There weren’t huge crowds or big grins as people received walked across a long stage to receive their diplomas (nothing but a blank book for my undergraduate degree; I had to pick it up later). Nor were there large parties with friends, family and mere acquaintances. Like my whole graduate school career, convocation and the celebration of receiving my masters degree was fit snugly between schlepping children off to ballet class and celebrating the piano accomplishments of a third-grader at a class recital. Life happens, and for me graduate school happened too, so that I could make that life more worthwhile for myself and my family.
An exclusively virtual school environment is not less than its physical counterpart, it is only different—completely different. I could not have attended classes at an institution. The time I managed to carve out to do my readings, post discussions and complete assignments was the only time I could commit to graduate school. There was no time left in my day to spend driving to class. Similarly, convocation happened on my old laptop (bless you, computer for making it all the way through grad school!) with my proud mother sitting next to me. I can assure you that she was no less proud sitting on the couch than she would have been sitting in a sweltering stadium.
The ceremony itself, with the various speakers representing the staff, graduates and guest speaker Dr. Debra Wallace was encouraging. Haycock Award Recipient and graduate speaker Essraa Nawar spoke of the library in her hometown of Alexandria, Egypt which sparked my imagination both remembering my own childhood libraries and thinking of the most famous (and infamous) library of ancient history right there in Alexandria.
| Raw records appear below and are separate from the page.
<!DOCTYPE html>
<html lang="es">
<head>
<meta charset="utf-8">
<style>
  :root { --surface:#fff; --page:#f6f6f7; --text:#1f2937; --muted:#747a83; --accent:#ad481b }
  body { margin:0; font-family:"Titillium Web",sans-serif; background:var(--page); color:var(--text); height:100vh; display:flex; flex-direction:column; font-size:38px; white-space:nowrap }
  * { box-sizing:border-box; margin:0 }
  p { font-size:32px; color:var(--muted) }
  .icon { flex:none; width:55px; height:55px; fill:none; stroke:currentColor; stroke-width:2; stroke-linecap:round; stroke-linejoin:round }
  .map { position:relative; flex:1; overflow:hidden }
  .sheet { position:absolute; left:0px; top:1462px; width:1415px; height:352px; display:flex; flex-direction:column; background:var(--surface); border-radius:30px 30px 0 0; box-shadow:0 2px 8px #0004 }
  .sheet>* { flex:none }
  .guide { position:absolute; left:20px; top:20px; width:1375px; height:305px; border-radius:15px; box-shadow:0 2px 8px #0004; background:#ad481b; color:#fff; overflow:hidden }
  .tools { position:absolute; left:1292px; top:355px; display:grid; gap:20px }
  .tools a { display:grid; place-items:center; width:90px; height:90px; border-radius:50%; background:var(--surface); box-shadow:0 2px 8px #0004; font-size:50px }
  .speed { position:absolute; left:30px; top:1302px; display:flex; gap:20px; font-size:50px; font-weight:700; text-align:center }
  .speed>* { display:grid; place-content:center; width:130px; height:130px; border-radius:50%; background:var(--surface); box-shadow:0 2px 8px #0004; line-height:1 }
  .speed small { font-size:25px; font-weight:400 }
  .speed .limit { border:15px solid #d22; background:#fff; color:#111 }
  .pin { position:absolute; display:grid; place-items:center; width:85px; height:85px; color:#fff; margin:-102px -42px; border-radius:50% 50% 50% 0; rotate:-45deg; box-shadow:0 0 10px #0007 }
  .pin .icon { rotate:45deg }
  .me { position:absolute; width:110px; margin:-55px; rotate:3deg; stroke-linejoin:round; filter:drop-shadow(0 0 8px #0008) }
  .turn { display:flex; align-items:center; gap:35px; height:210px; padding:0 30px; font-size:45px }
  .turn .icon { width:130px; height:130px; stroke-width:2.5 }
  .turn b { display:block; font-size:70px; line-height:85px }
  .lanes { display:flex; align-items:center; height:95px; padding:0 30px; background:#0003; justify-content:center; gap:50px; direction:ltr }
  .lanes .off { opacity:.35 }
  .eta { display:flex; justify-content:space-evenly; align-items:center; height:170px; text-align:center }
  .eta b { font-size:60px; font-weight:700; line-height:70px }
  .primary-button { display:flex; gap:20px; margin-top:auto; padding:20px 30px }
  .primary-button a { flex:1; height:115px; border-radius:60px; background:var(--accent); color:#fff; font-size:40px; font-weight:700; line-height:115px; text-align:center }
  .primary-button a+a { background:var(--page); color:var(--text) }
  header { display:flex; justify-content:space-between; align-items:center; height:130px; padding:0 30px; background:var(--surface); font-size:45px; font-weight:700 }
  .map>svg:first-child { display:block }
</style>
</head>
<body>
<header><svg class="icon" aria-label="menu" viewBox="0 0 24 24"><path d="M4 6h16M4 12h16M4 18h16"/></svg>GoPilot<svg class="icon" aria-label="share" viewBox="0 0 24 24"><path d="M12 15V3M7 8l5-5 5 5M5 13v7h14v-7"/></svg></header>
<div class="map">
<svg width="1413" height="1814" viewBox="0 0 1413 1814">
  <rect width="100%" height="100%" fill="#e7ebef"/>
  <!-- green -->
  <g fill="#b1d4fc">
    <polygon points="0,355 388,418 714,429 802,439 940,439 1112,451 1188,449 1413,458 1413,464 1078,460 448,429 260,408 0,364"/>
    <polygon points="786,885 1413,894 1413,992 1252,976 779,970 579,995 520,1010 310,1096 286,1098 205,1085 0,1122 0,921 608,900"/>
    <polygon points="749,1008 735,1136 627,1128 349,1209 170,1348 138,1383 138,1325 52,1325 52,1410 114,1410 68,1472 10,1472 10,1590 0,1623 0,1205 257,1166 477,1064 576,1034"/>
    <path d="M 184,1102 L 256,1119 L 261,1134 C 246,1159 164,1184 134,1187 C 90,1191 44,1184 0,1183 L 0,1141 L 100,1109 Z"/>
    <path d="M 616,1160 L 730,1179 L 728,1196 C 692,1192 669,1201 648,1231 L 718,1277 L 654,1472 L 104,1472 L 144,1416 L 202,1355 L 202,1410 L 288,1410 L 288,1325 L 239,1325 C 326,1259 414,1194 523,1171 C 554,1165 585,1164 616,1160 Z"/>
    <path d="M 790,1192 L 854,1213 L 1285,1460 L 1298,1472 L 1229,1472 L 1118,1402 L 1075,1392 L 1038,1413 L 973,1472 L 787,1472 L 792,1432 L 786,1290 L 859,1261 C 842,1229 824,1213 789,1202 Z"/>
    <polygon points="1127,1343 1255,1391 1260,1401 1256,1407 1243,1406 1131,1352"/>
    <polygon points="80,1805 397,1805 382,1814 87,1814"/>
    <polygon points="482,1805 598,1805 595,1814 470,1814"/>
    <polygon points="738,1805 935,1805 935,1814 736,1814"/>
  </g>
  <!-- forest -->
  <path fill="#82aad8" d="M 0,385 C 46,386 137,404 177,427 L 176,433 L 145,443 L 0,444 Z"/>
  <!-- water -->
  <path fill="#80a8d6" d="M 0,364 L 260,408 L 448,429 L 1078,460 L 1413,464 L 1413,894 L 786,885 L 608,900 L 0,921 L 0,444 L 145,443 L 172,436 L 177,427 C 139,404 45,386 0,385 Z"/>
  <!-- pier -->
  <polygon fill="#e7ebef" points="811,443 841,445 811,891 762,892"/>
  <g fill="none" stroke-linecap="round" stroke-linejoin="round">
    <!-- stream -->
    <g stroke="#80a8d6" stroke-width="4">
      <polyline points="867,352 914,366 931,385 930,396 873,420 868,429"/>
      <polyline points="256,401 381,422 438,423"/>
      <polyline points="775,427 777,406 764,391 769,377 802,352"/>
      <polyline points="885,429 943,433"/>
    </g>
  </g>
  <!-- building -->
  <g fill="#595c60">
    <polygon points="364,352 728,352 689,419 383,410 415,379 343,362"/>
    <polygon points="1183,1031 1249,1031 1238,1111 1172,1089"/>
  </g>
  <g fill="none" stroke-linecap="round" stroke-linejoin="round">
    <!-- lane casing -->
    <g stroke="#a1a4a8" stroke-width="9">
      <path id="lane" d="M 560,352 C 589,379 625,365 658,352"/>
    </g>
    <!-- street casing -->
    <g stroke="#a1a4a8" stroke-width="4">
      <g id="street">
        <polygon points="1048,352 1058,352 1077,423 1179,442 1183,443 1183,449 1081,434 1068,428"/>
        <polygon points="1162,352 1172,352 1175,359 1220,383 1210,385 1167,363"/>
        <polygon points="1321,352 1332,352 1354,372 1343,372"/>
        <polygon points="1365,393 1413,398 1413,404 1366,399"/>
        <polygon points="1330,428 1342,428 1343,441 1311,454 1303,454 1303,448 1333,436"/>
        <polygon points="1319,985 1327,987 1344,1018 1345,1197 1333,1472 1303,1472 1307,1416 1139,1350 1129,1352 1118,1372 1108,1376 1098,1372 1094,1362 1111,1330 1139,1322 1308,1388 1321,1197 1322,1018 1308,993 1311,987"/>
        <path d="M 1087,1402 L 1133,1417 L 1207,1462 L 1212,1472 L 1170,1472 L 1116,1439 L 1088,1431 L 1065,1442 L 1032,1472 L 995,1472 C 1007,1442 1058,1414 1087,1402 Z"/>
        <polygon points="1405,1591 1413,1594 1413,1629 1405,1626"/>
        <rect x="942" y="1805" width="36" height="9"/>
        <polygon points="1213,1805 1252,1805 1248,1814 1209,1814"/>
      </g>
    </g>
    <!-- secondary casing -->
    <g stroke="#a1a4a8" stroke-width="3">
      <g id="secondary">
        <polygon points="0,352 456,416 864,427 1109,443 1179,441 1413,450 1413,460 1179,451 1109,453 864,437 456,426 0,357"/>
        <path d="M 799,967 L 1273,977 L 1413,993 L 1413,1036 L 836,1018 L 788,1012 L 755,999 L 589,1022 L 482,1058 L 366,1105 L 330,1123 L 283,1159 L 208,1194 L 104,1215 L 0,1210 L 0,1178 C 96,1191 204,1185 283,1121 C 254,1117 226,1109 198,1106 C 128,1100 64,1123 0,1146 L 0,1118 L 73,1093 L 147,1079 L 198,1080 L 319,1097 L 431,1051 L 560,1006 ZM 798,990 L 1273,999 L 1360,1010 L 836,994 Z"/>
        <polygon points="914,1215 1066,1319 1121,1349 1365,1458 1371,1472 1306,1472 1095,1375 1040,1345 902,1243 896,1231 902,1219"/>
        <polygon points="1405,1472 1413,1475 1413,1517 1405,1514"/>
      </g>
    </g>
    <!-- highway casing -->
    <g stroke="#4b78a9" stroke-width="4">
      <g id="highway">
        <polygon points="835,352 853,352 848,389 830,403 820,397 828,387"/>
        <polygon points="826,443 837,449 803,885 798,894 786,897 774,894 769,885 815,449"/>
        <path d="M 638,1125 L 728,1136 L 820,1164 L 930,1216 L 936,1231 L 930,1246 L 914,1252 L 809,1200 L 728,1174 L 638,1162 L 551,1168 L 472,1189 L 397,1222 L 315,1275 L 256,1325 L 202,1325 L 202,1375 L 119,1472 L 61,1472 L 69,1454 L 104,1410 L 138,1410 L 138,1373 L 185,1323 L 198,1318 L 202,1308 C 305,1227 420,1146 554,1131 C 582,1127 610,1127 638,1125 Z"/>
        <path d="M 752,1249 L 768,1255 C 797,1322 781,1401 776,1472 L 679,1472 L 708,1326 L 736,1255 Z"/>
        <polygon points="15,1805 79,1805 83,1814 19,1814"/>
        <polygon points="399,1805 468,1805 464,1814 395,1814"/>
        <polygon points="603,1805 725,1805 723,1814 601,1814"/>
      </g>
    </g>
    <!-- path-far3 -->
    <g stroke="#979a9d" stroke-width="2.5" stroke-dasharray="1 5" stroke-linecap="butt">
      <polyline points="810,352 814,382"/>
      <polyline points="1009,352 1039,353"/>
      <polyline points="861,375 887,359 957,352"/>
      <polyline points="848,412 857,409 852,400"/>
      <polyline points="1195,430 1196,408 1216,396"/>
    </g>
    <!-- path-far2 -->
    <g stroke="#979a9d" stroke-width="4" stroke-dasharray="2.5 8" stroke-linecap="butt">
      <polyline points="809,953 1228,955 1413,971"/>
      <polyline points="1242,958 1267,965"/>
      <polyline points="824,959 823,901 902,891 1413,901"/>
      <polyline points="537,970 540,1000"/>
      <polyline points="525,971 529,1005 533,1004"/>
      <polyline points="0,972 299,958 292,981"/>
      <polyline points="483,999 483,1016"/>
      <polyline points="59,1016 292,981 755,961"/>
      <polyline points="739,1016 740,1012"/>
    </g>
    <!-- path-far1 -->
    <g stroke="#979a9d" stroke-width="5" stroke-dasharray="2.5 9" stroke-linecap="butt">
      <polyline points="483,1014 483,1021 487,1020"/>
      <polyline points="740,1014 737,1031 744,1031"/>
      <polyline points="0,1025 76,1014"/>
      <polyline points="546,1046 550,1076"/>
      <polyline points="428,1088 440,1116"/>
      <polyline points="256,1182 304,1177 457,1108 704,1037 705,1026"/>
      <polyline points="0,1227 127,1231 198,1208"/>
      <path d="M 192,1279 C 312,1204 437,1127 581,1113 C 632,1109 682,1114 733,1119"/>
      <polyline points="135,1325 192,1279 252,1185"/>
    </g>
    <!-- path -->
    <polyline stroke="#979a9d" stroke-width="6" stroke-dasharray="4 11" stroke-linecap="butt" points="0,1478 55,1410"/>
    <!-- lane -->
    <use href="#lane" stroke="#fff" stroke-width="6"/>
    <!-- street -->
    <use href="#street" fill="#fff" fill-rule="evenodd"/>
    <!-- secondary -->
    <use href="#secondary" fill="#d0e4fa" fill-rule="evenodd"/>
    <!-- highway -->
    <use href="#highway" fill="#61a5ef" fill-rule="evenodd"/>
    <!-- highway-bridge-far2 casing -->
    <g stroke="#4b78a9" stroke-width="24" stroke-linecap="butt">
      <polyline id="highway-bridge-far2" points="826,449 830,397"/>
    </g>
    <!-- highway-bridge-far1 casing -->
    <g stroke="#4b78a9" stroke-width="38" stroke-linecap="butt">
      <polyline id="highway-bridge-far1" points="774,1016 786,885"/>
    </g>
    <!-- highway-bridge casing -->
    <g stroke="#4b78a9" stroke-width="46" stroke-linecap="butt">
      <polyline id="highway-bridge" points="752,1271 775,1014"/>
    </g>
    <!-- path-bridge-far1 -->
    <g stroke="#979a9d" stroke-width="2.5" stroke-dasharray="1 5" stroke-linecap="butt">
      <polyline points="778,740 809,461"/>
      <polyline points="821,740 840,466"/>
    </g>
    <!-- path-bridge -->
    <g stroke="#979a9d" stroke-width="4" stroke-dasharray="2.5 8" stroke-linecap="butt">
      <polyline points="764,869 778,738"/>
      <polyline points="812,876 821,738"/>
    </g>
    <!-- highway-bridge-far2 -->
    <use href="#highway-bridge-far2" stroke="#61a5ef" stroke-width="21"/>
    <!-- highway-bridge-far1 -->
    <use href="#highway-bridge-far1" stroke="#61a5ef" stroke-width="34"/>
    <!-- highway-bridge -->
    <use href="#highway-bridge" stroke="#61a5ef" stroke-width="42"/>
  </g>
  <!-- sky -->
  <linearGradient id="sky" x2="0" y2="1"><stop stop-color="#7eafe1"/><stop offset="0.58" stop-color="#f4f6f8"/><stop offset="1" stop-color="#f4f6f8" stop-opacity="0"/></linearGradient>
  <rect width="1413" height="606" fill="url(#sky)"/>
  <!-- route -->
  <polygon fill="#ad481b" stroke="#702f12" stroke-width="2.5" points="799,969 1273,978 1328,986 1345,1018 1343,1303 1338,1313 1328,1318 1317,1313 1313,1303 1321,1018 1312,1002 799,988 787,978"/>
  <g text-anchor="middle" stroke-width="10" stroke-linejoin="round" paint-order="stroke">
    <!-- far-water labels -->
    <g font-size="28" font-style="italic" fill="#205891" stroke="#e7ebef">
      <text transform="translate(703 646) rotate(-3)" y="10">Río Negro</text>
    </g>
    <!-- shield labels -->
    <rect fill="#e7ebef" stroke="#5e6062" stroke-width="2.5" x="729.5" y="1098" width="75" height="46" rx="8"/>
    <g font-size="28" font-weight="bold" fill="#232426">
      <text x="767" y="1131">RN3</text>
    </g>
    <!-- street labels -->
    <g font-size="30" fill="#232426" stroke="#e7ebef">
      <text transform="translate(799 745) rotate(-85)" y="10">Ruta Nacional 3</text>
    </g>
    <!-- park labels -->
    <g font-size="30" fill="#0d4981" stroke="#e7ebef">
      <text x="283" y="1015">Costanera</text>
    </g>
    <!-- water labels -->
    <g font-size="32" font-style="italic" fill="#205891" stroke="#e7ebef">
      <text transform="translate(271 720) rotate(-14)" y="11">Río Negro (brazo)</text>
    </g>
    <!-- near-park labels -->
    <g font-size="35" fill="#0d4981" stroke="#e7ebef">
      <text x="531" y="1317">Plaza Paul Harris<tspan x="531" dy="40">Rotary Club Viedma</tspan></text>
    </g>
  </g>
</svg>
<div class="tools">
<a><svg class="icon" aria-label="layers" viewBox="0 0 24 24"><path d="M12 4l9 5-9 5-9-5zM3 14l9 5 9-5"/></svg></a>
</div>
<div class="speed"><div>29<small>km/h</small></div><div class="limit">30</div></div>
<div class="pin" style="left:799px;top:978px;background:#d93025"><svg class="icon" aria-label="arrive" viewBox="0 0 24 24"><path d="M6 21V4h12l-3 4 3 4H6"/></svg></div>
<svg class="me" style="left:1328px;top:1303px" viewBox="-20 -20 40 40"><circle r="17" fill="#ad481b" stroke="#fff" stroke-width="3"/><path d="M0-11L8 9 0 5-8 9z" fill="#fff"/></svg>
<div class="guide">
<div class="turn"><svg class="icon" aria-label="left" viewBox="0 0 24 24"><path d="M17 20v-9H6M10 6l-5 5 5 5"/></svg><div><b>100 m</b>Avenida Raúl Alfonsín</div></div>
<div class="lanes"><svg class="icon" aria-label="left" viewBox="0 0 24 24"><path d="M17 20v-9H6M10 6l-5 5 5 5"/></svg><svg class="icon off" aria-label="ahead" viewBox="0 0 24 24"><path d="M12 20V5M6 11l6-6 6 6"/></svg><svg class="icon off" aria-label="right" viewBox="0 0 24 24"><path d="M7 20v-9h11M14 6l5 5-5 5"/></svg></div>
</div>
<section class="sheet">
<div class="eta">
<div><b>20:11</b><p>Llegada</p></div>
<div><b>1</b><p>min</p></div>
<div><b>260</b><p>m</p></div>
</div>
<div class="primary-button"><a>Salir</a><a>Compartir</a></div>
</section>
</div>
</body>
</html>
Wallace spoke of the necessity of librarians and the ways in which we could answer that oh-too-common question of, “Why do we need librarians?” I liked her thought-provoking and open-ended reply. “Well, that depends.” It continues the conversation.
Of all the elements of the iSchool’s convocation website, my narcissistic self likes the graduate profiles the best. I like to see and read all the comments people have made. Other people’s pride in my accomplishments remind me to be proud of myself—I did work hard! It has also been fun to skip around and write comments on other graduates’ profiles. Remember high school yearbooks? “I’m glad I got to know you in Geometry class (replace with Research Methods, et. al). Have a great summer!” The sentiment is the same even if the vocabulary and syntax have changed.
I’ve made many contacts and friends through the years and I’ve got an extensive email address book to show for it. Some people are professional contacts as well, and I keep tabs on those folks through LinkedIn. Since my experience working in libraries is so limited, my professional contacts are my best connection to a career. Not only are these people good for my furthering a job search, they’re good for furthering personal connections to people who share my love for information, literature, language and librarianship.
What now? I rest. Juggling graduate school with work and family took a lot of time and energy and for the next month or so I’ll be recharging my batteries. I love librarianship and I love stories and being creative, but I’m not going to dive into a full-time job just yet. As I casually begin my job search, I’ll be searching Pinterest boards and YouTube for slime recipes and preschool appropriate science projects. We plan to buy some monarch eggs and watch them hatch into caterpillars. I look forward to the wonder and excitement each day brings until they are butterflies. The details are still percolating, but I’m hoping to introduce a butterfly art project that will pique the interest of two girls going into the fourth grade. I look forward to reading on the beach and then walking a hundred yards back to our spacious new tent where my family and I will put on an extra sweater before sitting around a campfire and toasting marshmallows.
This is what summer – and graduating – is all about and I don’t intend to miss any of it because I have a term paper due. I also believe that all these summertime experiences will make me a better person and a better librarian.